Kedili Mutfaklar

Pazar, Aralık 19, 2010

Pazarlardan bir Pazar


Hafta sonuna doğru Annem Selma gelecek. Kalmak istediği kadar ve üstüne de benim israrlarımı ekleyerek ne kadar kalabilirse artık, kalacak. Evin havası değişecek, namazlarına ayarlı düzen tutturulacak. Her gün taze yemekler hazırlanacak, onun saatlerinde yenecek. TV programlarına ayar verilecek, film ve dizilere kısıtlama, musikiye ağırlık getirilecek. "Yat hadi uyuklama buralarda," dediğinde yatılacak. Her sabah, "Yine mi kalktın erken erken a kızım, yatsaydın ya," diyerek hazır bekleyen kahvaltı sofrasına mutlu mutlu oturulacak.

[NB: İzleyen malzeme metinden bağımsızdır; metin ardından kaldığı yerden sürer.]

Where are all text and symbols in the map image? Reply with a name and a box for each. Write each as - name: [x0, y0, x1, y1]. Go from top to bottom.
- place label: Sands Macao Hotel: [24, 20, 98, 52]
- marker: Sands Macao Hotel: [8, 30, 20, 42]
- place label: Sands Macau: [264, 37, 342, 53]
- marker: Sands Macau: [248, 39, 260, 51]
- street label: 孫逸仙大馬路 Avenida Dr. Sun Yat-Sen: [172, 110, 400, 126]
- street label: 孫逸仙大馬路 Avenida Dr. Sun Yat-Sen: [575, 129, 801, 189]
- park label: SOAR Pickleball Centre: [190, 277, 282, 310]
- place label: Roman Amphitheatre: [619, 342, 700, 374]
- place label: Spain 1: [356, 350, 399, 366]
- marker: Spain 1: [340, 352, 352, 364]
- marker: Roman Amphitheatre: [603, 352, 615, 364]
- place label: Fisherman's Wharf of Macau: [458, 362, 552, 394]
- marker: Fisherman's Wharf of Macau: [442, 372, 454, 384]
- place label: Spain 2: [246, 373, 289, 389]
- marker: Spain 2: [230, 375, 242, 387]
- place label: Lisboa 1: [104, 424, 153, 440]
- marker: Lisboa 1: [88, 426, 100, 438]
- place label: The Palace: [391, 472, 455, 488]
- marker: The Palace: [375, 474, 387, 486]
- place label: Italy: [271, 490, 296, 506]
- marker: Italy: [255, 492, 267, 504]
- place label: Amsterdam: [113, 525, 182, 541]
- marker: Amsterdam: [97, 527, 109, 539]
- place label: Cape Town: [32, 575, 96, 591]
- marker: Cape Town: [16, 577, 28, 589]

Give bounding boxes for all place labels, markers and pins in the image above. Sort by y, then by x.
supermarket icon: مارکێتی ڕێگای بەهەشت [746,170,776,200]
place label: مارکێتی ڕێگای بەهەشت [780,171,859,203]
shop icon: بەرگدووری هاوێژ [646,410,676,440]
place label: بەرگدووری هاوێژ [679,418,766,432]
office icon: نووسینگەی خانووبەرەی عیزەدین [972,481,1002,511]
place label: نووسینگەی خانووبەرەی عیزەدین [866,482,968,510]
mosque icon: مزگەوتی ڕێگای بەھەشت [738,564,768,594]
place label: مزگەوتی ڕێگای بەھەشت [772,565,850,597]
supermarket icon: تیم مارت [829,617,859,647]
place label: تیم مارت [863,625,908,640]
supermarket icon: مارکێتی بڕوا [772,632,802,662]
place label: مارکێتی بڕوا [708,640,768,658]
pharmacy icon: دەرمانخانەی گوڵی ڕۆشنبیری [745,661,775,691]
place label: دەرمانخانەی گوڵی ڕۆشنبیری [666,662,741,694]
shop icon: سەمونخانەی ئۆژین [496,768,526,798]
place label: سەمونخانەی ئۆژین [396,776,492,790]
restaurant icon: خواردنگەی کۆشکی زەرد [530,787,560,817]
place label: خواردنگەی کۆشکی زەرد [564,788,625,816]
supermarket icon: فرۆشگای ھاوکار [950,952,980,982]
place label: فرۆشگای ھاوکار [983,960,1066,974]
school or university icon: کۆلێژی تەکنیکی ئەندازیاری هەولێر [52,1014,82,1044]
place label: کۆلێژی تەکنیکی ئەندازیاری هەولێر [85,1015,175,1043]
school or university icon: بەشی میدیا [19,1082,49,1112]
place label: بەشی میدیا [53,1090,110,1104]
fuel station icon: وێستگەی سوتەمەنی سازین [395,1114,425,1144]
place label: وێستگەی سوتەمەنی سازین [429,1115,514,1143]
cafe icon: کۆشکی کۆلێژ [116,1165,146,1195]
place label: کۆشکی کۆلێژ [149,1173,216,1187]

Annem Selma gelecek.  Her yıl hepimizin evine kavanoz kavanoz, renk renk reçel yığan Annem Selma bu yıl reçellerin başında durup bekleyememekten, yorgun düşmekten sikayetçi.  İki üç çeşide inmiş, azardan kaynatmış...  "Sana şu küçük kavanoza ayırdım," derken içi sıkılıyor, belli.  Benim de.  Kaydı gitti zaman.  Dün gibiler bir zamanlar oldu.  Şimdiler meçhûl.  Umut geleceklere, kim kime dum duma zamanlara kaldı.



Bugünler öyle günler ki, ruhum yüreğimin sevinçlerine pırpırlarla eşlik ederken bir yandan da ağır ağır taşlar bastırıyor bağrıma.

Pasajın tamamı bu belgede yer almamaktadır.